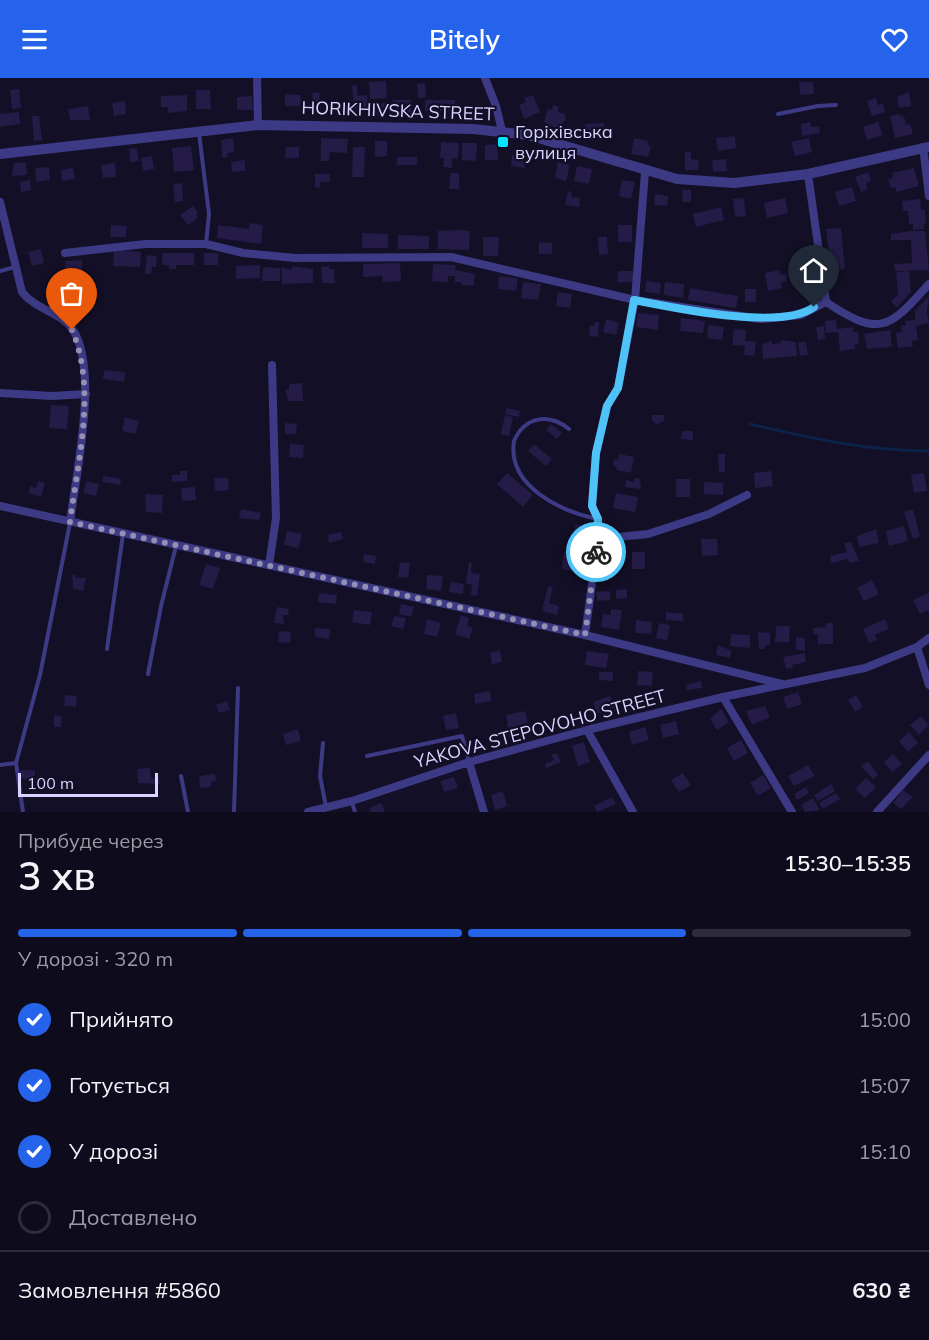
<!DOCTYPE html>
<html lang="uk">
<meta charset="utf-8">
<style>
body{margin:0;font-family:Mulish,sans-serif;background:#1c1929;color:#f1f3f6;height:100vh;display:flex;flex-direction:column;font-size:22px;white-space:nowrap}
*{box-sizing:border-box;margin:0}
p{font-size:20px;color:#9b9ba3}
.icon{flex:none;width:33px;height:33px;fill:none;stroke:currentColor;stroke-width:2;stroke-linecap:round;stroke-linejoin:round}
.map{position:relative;height:734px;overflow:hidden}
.sheet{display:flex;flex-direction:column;background:#0e0b1c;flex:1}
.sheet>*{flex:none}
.scale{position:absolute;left:18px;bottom:15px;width:140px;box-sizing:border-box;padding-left:6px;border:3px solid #d9d4ff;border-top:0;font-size:16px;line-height:21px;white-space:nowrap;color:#d9d4ff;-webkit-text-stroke:4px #130f26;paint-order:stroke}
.pin{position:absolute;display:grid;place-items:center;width:51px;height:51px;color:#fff;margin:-62px -26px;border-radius:50% 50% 50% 0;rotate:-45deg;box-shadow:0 0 6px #0007}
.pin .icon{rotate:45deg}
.courier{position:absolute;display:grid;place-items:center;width:60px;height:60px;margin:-30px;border:4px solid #4fc3f7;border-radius:50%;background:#fff;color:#222;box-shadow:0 2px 8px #0007}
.head em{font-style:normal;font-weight:600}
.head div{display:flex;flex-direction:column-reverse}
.head{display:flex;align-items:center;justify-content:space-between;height:102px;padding:0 18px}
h1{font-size:39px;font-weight:600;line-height:45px}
.bar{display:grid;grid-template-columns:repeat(4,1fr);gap:9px 6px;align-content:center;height:72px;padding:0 18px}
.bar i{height:8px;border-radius:4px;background:#2e2b3b}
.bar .on{background:#2563eb}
.bar p{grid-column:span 4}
.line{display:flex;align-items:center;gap:15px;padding:0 18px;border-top:2px solid #2e2b3b}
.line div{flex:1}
ol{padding:0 18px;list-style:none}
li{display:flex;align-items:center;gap:18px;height:66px}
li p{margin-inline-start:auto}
li .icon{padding:6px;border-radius:50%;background:#2563eb;color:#fff;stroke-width:4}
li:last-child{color:#9b9ba3}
li i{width:33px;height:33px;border:3px solid #2e2b3b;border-radius:50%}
header{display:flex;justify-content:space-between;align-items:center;height:78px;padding:0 18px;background:#2563eb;color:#fff;font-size:27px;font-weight:600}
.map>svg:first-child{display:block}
</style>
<header><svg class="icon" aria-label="menu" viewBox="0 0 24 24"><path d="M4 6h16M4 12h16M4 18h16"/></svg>Bitely<svg class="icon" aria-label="heart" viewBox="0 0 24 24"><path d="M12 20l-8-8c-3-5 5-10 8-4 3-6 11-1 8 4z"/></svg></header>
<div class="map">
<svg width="929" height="734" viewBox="0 0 929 734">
<rect width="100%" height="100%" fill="#130f26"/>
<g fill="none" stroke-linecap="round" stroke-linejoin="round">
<path stroke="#0c2248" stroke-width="3" d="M750,346C809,360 868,373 929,373"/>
</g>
<path fill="#241b47" d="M386,3L387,20L370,21L369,4Z
M799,4H813L814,16L800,17Z
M425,5L426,19L418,20L417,6Z
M357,7V18L367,17L368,30L354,31L352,8Z
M19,11L21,30L12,31L10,12Z
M196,12H210L211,31H196Z
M319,14L321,32L314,33L312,15Z
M909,14L911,28L899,30L897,19Z
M285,16L301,17L300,28H285Z
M187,17V33L168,35V29H161V18Z
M533,17L540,34L524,41L519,27L526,24L524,20Z
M252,18L253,32H237V19Z
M876,20L878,27L883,26L885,34L872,38L867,23Z
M393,22H411L412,39H400V35H394Z
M425,22H455V33H425Z
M125,23L126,36L114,38L112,25Z
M385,25L386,37L372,38L371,26Z
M553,27L559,29L558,34L565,36L566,41L558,51L544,44L548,31L552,32Z
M88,28L90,42H70L68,31Z
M19,34L20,46L0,49V36Z
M900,36L901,39L904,38L906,47L910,46L913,56L895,60L890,38Z
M32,38H39L42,62L34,63Z
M810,44L811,49L819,48L820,55L802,58L801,46Z
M878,44L883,57L867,62L863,49Z
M604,45V56L585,57V46Z
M735,58L736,70L718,73L716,60Z
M233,60L234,74L227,75L228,79L222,80L221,62Z
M321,60L348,61L347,75L330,74L329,83H321Z
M634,60L648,63L647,67L651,68L648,79L631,76Z
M809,60L812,74L795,78L791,64Z
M375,63H387V78L375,79Z
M441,64L459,65L458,81L452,80V90L443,89L444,80H440Z
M462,65H477L476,83L462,82Z
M497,66L498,82H485V67Z
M191,68L194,92L174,94L172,70Z
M286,69H299V80H285Z
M353,69H365L364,99H352Z
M137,70L139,83L130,84L129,71Z
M685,74H691V81L699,82L698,92H685Z
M512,77L526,79L525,90L511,88Z
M152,78L154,91L143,93L141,80Z
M397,79H417V87H397Z
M726,81L727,93L713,94L712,82Z
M245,82V93L232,94L231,84Z
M26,84L27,97L12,98L14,85Z
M558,84L570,87L566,103L555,100Z
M115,85L116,99L103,100L101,87Z
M577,88L592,91L589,106L574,103Z
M49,89L50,102L36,104L35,90Z
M73,90L75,101L62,103L61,92Z
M914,90L919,108L897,114L895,109L891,110L888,101L893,100L892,95Z
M868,94L871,103L866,105L868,111L861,114L855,99Z
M450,95H459V111H449Z
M315,96H330V104H320V110L315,109Z
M30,102L31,112L21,114L20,104Z
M622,102L635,104L631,121L619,118Z
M182,105L183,123L175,124L173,106Z
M852,109L856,123L839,128L835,114Z
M682,112H691V124H683Z
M568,113L572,114L571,119L580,120L579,129L565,127Z
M655,116L668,118L667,128L654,127Z
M744,120L746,138L735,139L733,121Z
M785,120L788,135L767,140L764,125Z
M920,121L921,132H925L926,145H924V151L913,152V146H909L908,133H903L902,123Z
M193,128L198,135L196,137L198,140L188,147L180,137Z
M721,129L724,142L696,149L693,136Z
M250,145L263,147L261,166L217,160L218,147L249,151Z
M111,147L127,148L126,159H110Z
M618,147H632V164H618Z
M841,150L845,191L831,193L826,151Z
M458,152L470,153L469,172L438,171V153Z
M911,153H925L929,192L895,193L894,186L912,185L911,162H891V156Z
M362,155L388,156V170H362Z
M398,157L429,158V171H398Z
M483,159H499L498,178H483Z
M598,159H607L608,176L599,177Z
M539,164L552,165V176H539Z
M41,171L44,185L32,188L28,174Z
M114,172L141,174L140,189L113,188Z
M162,175H194V187H176V191H169V187H162Z
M204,175H218V187H204Z
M147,177L157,178L156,189H152L151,196H145Z
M82,182V198L66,199L65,183Z
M400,185L401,203L383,204L382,198L363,199V186Z
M433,186L456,187L455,192L475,196L474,208L461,207V204H455V198H448V204L432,203Z
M260,187V200L236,201V188Z
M292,188L313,191V205L282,206L281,189L292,192Z
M329,188V191H334L335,205H322L321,189Z
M263,189L280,190V203H262Z
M779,192L780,197L786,196L787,203L781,204L782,210L768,213L765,195Z
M618,193H634V204H617Z
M909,193L911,214L897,229L891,224L898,216L896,194Z
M499,198L518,200L516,213L498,211Z
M646,203L661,205L660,216L645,214Z
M523,204L541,206L538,222L521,220Z
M665,204L684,206L683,220L663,217Z
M690,210L738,218L736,230L688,222Z
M745,211H756V224H745Z
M558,214L572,216L570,230L556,228Z
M929,218L927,234L929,245L916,248L918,262L912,263L913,268L898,270L896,255L902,254L901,248L906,247L905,243L915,242V233Z
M638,235L659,237L658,252L636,249Z
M681,240L705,243L703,255L680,253Z
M606,241L619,245L616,257L603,254Z
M836,242L837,251L853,249V254H858L859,266H855V271L840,273L838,254L826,255L825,243Z
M595,244H599L598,259L589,258L590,247L594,248Z
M708,247L724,249L722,262L707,260Z
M824,248L825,261L818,262L816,249Z
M734,251L746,252L745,263L756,264L754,278L744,277L745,268L732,267Z
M890,252L892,269L867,271L864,256Z
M781,262L796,264L797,278L763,281L762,266L772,263V266L781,265Z
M806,264L808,277L800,278L798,265Z
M104,292L125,294L124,304L103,301Z
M302,305L303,323H289L285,312L289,311V306Z
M51,327L69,328L67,351L49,350Z
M507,330L520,333L519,339L505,336Z
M505,337L513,339L509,358L501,356Z
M652,337H664V343L655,347V344H652Z
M125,339L139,343L135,356L122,353Z
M285,345L297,346L296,356H285Z
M551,346L562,355L557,361L546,352Z
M682,353H693V362L681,361Z
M290,366L304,367L303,380L289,379Z
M534,366L552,381L546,388L528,373Z
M619,376L634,379L631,395L616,392L617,388H613L614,381L618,382Z
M718,376H725V394H719Z
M180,393H187V403L172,404V397H180Z
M771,393L773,408L755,410L754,395Z
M507,395L533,417L523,429L497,406Z
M924,395L927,413L914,415L911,397Z
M103,398L121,401L120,407L102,404Z
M214,400H228L229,412L215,413Z
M634,400L640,401L641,411L625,409L626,402L634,404Z
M676,401H690V419H676Z
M38,403L45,405L41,419L29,415L30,408L36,410Z
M86,403L99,406L96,418L83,415Z
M704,404L723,405V417L704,416Z
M195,409L196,422L182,423L181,410Z
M616,415L638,419L635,434L613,430Z
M145,416L163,417L162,435L146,434Z
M241,431L261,435L259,442L239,440Z
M913,431L920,458L913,461L904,434Z
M575,447H586L588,471H573Z
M904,448L908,463L889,468L886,453Z
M876,451L879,465L859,469L857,458Z
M287,453L302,456L299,470L284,467Z
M341,454L343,461L329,465L328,457Z
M701,461H717L718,477L702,478Z
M851,464L859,483L849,485L848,481L831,485L830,478L847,474L844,465Z
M564,474L586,477L585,482L575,480L573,493L562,491Z
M625,474L626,485L608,486L607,476Z
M632,474H645V491H632Z
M364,476L376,478L375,486L363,484Z
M400,484L410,485L408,500L398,499Z
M469,484L472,485L471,495L480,496L477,518L471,517L472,506H466Z
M206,486L220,490L213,511L199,507Z
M72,496L76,497L75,500H86L83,513L73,511Z
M427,497L443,498L441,513L426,511Z
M872,502L879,516L864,523L857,510Z
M451,504L464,506L463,516L449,514Z
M548,508L553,509L549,525L559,528L557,537L542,533Z
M627,511V520L616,521V512Z
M610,513V522L597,523L596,514Z
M319,515L337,517L336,526L318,524Z
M929,515V532L920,536L913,522Z
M401,526L414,529L411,539L399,536Z
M277,529L289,531L288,537H283L284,546L274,545Z
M611,531L622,532L619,552L601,549L603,536L611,537Z
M354,532L372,534L370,547L352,544Z
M666,534L683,536V543L666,542Z
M461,537L469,540L467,548L473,550L469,561L455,556Z
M394,538L406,540L403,551L391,548Z
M427,541L441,545L437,559L424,556Z
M885,541L889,551L875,557L877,562L869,565L863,551Z
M636,542L652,544L651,556L635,555Z
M659,545L670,547L667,562L656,560Z
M826,545H833V566H818V556H813V550L826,549Z
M776,548H790L789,564H775Z
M315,550L330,551L329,561L315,559Z
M279,553L291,554L290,565L278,564Z
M758,554L770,555V567H765V571H759Z
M731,556L750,557V570L730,568Z
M796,559L805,560V573L796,572Z
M718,567L732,573L730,580L716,577Z
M500,573L502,584L492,586L490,574Z
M587,573L609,576L606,590L585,587Z
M805,575L806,584L792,587L793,590L786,591L783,579Z
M638,593L653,594L652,608L637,607Z
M599,594H613V603L599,602Z
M701,603L702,610L687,612L686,607Z
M490,613L491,623L475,626L474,616Z
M798,614L802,626L787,631L783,619Z
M65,617L77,618L76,629L64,628Z
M856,617L863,629L855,634L848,622Z
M610,618L614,630L597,636L593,624Z
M227,623L230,632L219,635L216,627Z
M765,628L770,639L752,647L746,633Z
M721,631L729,644L717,652L710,641Z
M525,633L528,645L508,650L506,637Z
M456,635L459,650L446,652L443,638Z
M54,637L62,638L61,649H54Z
M921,638L929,647L919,657L910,647Z
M676,643L679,656L663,660L660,647Z
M645,649L649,662L632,667L629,654Z
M298,651L301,663L286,667L283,656Z
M909,654L918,665L908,674L899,663Z
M741,662L748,675L734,683L727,670Z
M584,664L590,684L578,688L572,668Z
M557,675L561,684L546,690L545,686L554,682L551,677Z
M893,676L902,686L892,694L884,684Z
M868,683L878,697L873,701L861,688Z
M808,687L815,698L794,708L788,698Z
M150,690L151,701L159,699L160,706L138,705L137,691Z
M20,692H35V700L21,701Z
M683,695L691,707L679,714L671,702Z
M215,696L216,703L211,704V709L200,710L199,698Z
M763,697L771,710L758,718L750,705Z
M454,699L458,710L444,714L440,703Z
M866,700L876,709L865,720L855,711Z
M831,706L835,713L818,723L814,717Z
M806,709L809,715L797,722L794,716Z
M903,712L913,719L901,731L893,725Z
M503,713L507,728L495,732L491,717Z
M836,715L840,721L823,731L819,725Z
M612,719L616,726L597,734L594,728Z
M813,720L820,732L805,734L801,727Z
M381,725L385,734H371L369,730Z"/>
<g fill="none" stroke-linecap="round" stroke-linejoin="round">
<path stroke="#3d3a85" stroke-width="4" d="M778,36L818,28L836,27
M199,55L209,136L206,166
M0,193L15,189
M569,351C549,335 525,338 514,363C507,408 560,433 597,441
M107,571L123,456
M148,596L161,528L176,468
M323,665L320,698L326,729
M367,678L462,658L469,684
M0,687L16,685
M181,698L188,734
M352,724L355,734
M23,734L16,685L40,597L70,445
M234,734L238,610"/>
<path stroke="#3d3a85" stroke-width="8" d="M257,0L258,47
M485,0L496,28L502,53
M923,69L929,118
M0,124L22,214C36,232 61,234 73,252C99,292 76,396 70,444
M65,175L145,166H206L243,175L295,180L451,179L635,222L761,241L801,237L826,224L808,96
M826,224C879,259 888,252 929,206
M0,315L52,318L86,316
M0,428L585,557L782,606
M598,461L648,456L709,436L747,417
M269,487L276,440L272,287
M585,557L598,461V441L592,428L596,375L607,328L618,310L635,222L645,94
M917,569L929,607
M723,619L792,734
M587,652L633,734
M469,684L484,734
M308,734L352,723L469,684L587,652L723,619L865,590L917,569L929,560
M877,734L929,677"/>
<path stroke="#3d3a85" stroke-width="10" d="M0,76L258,47L473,51L528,57L677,101L734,105L808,96L929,69"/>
</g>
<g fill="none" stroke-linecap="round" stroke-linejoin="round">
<path stroke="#948fb3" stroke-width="6" stroke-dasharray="0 10.8" d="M72,252C97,311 78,381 70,444L585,557L596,474"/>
<path stroke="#4fc3f7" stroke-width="8" d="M596,474L598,441L592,428L596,375L607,328L618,310L634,222C675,230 782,253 814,229"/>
</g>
<rect fill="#00e5ff" stroke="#130f26" stroke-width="2" x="497" y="58" width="12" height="12" rx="3"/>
<g text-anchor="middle" stroke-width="4.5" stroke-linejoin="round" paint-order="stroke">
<g font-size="18" fill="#d9d4ff" stroke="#130f26">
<text transform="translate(398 33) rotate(2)" y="6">HORIKHIVSKA STREET</text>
<text transform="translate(540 651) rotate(-15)" y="6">YAKOVA STEPOVOHO STREET</text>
</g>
<g font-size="18" fill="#d9d4ff" stroke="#130f26" text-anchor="start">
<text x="515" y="60">Горіхівська<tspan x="515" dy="21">вулиця</tspan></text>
</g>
</g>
</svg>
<div class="scale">100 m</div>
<div class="pin" style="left:72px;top:252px;background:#ea580c"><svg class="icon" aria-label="bag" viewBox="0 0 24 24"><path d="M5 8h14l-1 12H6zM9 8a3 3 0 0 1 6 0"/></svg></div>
<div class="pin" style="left:814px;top:229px;background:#1f2937"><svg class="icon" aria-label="home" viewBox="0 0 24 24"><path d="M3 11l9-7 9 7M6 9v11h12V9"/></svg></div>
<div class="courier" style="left:596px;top:474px"><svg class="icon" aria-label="bike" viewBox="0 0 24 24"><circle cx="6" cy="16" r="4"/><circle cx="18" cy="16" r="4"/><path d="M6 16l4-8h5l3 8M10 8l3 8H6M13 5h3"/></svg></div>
</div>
<section class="sheet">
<div class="head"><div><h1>3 хв</h1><p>Прибуде через</p></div><em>15:30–15:35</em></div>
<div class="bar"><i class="on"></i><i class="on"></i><i class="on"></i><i></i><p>У дорозі · 320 m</p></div>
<ol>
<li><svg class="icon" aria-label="check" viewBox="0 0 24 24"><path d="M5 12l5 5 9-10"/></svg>Прийнято<p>15:00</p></li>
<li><svg class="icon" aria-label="check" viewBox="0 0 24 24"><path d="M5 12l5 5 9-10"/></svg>Готується<p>15:07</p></li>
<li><svg class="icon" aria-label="check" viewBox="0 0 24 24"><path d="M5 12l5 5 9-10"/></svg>У дорозі<p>15:10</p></li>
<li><i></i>Доставлено</li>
</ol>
<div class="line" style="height:78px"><div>Замовлення #5860</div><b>630 ₴</b></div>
</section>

::::::

In the entries above, one line contains "M469,684L484,734" and another contains "11l9-7 9 7M6". Reproduce exactly those two lines and the lines between them, nothing else.

M469,684L484,734
M308,734L352,723L469,684L587,652L723,619L865,590L917,569L929,560
M877,734L929,677"/>
<path stroke="#3d3a85" stroke-width="10" d="M0,76L258,47L473,51L528,57L677,101L734,105L808,96L929,69"/>
</g>
<g fill="none" stroke-linecap="round" stroke-linejoin="round">
<path stroke="#948fb3" stroke-width="6" stroke-dasharray="0 10.8" d="M72,252C97,311 78,381 70,444L585,557L596,474"/>
<path stroke="#4fc3f7" stroke-width="8" d="M596,474L598,441L592,428L596,375L607,328L618,310L634,222C675,230 782,253 814,229"/>
</g>
<rect fill="#00e5ff" stroke="#130f26" stroke-width="2" x="497" y="58" width="12" height="12" rx="3"/>
<g text-anchor="middle" stroke-width="4.5" stroke-linejoin="round" paint-order="stroke">
<g font-size="18" fill="#d9d4ff" stroke="#130f26">
<text transform="translate(398 33) rotate(2)" y="6">HORIKHIVSKA STREET</text>
<text transform="translate(540 651) rotate(-15)" y="6">YAKOVA STEPOVOHO STREET</text>
</g>
<g font-size="18" fill="#d9d4ff" stroke="#130f26" text-anchor="start">
<text x="515" y="60">Горіхівська<tspan x="515" dy="21">вулиця</tspan></text>
</g>
</g>
</svg>
<div class="scale">100 m</div>
<div class="pin" style="left:72px;top:252px;background:#ea580c"><svg class="icon" aria-label="bag" viewBox="0 0 24 24"><path d="M5 8h14l-1 12H6zM9 8a3 3 0 0 1 6 0"/></svg></div>
<div class="pin" style="left:814px;top:229px;background:#1f2937"><svg class="icon" aria-label="home" viewBox="0 0 24 24"><path d="M3 11l9-7 9 7M6 9v11h12V9"/></svg></div>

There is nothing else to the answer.